Jessica Jones — Season 2 | Netflix

Updated: Jul 25, 2019

Season two of Jessica Jones is not the same kind of dark as season one. We are introduced to an even more relatable kind of darkness — the kind that lurks in our own minds. One could argue that we saw that in season one, but this is the self-inflicted kind not the mind control kind. The things that the characters face are very human experiences, but there is still that element of supernatural because Jessica herself is supernatural.

In this season, we get to know a bit more about Jessica before Killgrave. In season one we got a small glimpse into how she received her powers, but season two really dives into how traumatic Jessica has viewed her powered life. I think part of the reason Jessica goes down this “memory lane” type path is because Trish practically forces her to deal with it. Which, all in all isn’t a bad thing, but at the same time…I’m not sure. I’m still slightly on the fence about this catalyst. Ultimately it was Jessica’s choice to pursue it, but I’m not sure if she would have made the choice without Trish’s pushing.

As Jessica goes down this rabbit hole of her past, it feels like she is experiencing similar mental trauma that she experienced in season one. But the difference is she isn’t using the same tactics to calm herself down, which implies that this part of her past she had not focused on as much as she focused on the Killgrave trauma. The whole storyline does develop the character of Jessica, and in a way makes her more relatable even though her specific experiences are not regular experiences.

Honestly it was kinda nice seeing David Tennant reprise his role as Killgrave. It really enhanced the experience of Jessica’s self-inflicting mental pain. We get to see how she still feels some guilt from season one, but Killgrave is really there to help her with the guilt she feels in season two — and I thought it was clever how the writers point out this fact through Killgrave.

The Jessica and Oscar storyline was beautiful and, in my opinion, one of the most human aspects of Jessica’s storyline.
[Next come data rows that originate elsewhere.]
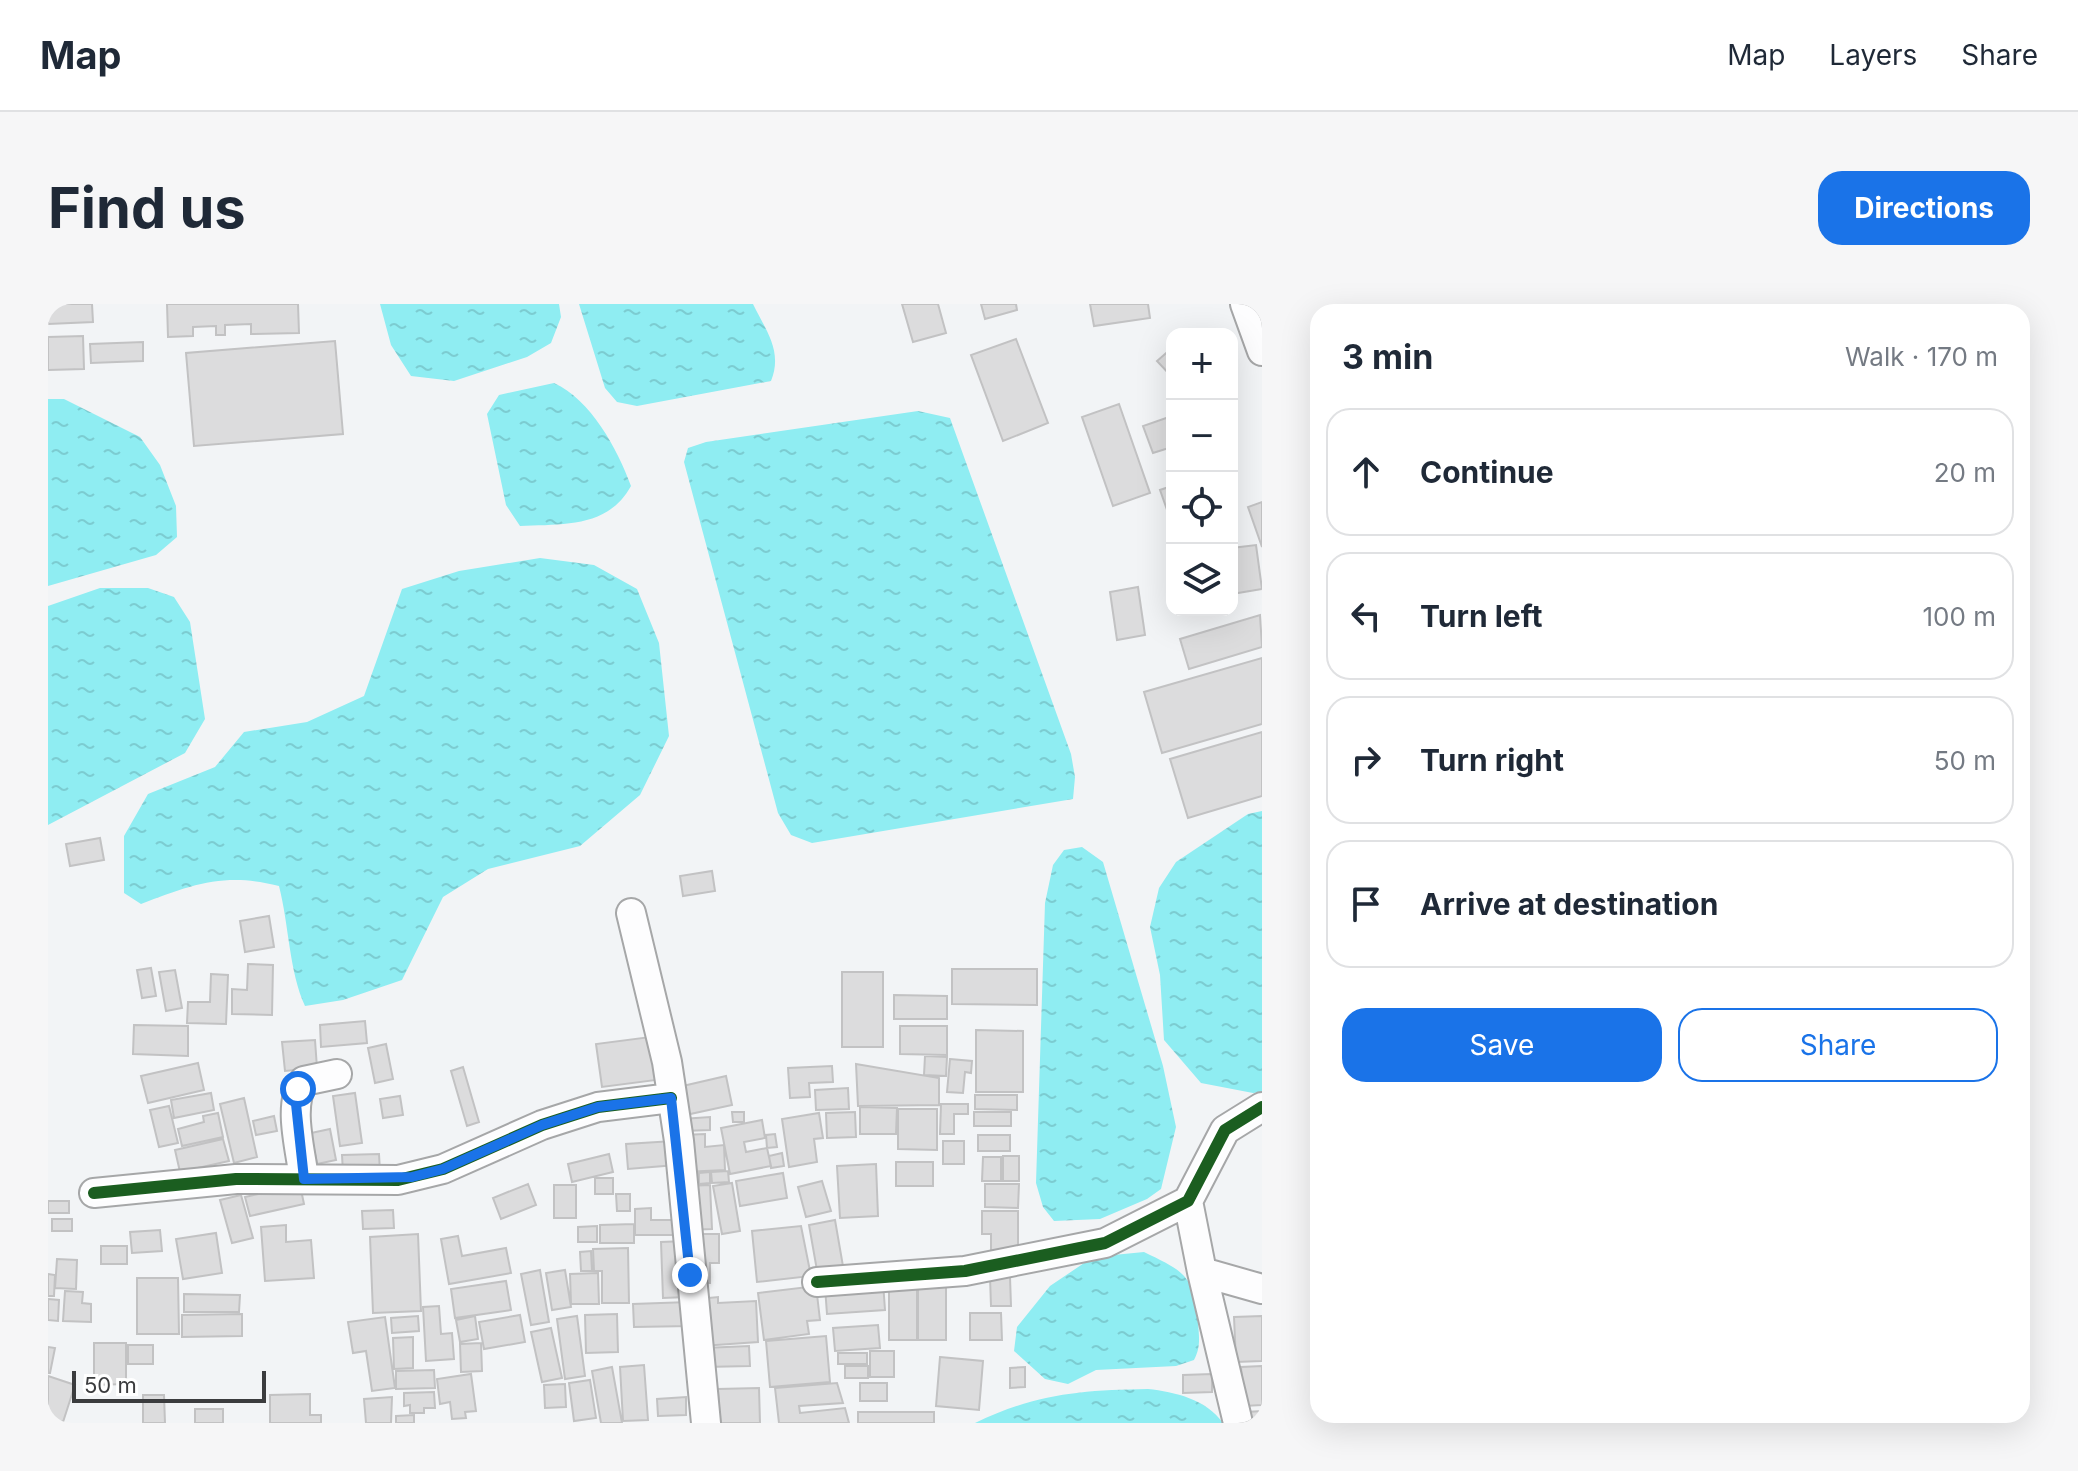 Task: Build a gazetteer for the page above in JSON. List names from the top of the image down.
{
  "scale_bar": "50 m",
  "page": {
    "header": "Map",
    "nav": ["Map", "Layers", "Share"],
    "buttons": [
      "Directions",
      ["Save", "Share"]
    ],
    "title": "Find us",
    "heading": ["3 min", "Walk · 170 m"],
    "map_buttons": ["+", "−"],
    "list": [
      ["Continue", "20 m"],
      ["Turn left", "100 m"],
      ["Turn right", "50 m"],
      "Arrive at destination"
    ],
    "scale": "50 m"
  }
} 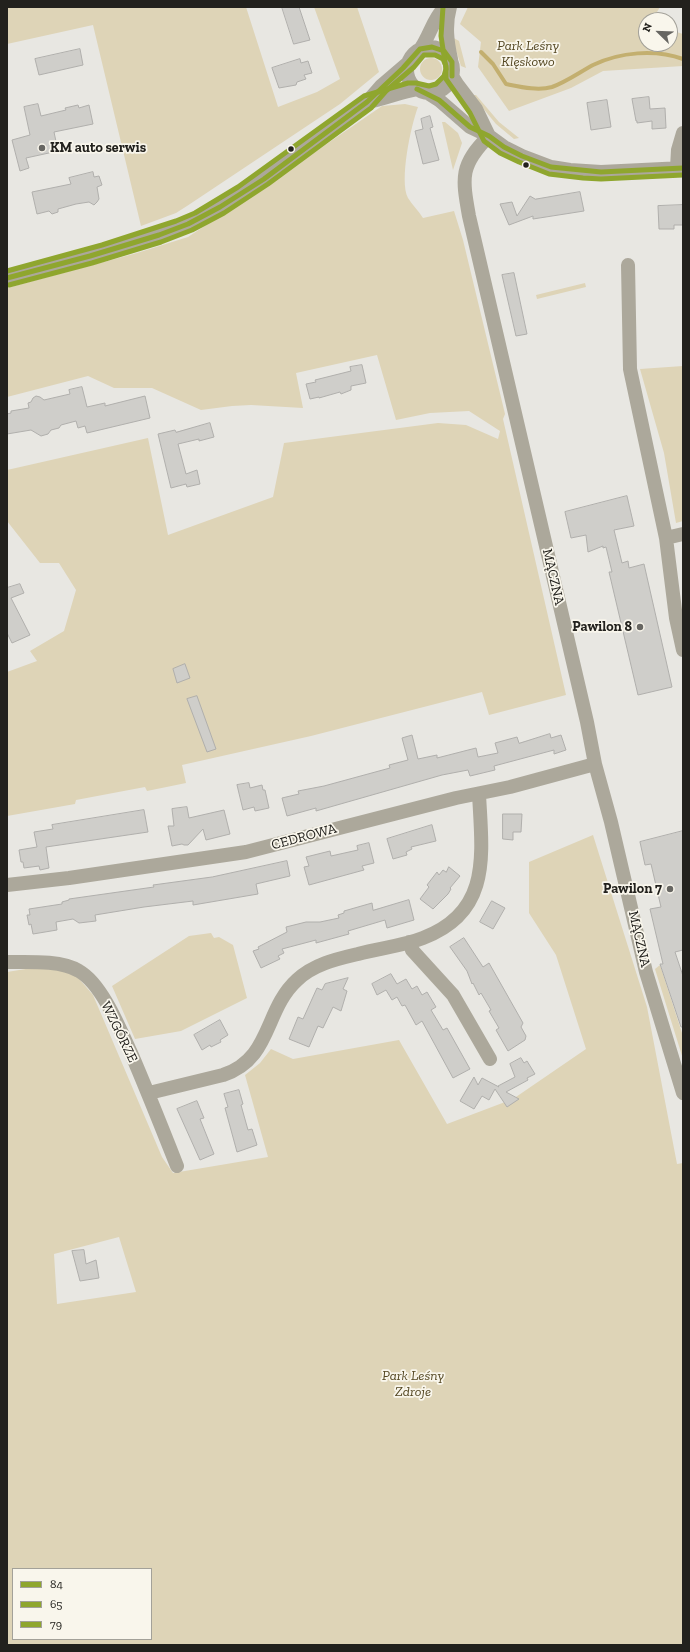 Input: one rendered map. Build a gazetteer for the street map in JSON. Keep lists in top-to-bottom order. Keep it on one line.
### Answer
{"streets":{"street":["MĄCZNA","CEDROWA","WZGÓRZE"]},"crossings":[["MĄCZNA","CEDROWA"]],"parks":["Park Leśny Klęskowo","Park Leśny Zdroje"],"places":["KM auto serwis","Pawilon 8","Pawilon 7"],"lines":["transit line 79","transit line 84","transit line 65"],"legend":["84","65","79"],"north":"top left"}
This relationship was truly different than the one that Jessica had with Luke Cage in season one. It cultivated a sense of family — something Jessica hadn’t really experienced since the car crash. It also cultivated a sense of connection and understanding, something Jessica hasn’t ever really felt like she could have. Towards the end of the season, it becomes very clear what Oscar’s intentions are and they are so beautiful. It makes the end of the season pull at your heart strings that much more.

Let me slightly rant about Trish Walker’s storyline. It started off strong. It looked like she was in a healthy relationship and things were in a good place for her. But like many people, she was just not satisfied. She wanted something more. It was in her desire for “more” that she wrecked her own story and pushed Jessica into something that Jessica may not have actually wanted. There were moments that didn’t fully add up, thus giving the appearance that the writing for Trish was weak. As we get closer to the end of the season, it becomes obvious how wounded and jealous Trish is of Jessica. But she only sees one side of the story, the side that Jessica shares with her, and therefore has her own obscure view. Honestly, Trish Walker is blind by her own desires — we all have our moments like that. But there were moments that really just did not add up and I became quite annoyed with the character. So much in fact that during one of the episodes I skipped any moment that was about Trish’s storyline. And the small glimpse that we see at the end of the season…really? I think it would have served Trish better if she didn’t see that kind of result.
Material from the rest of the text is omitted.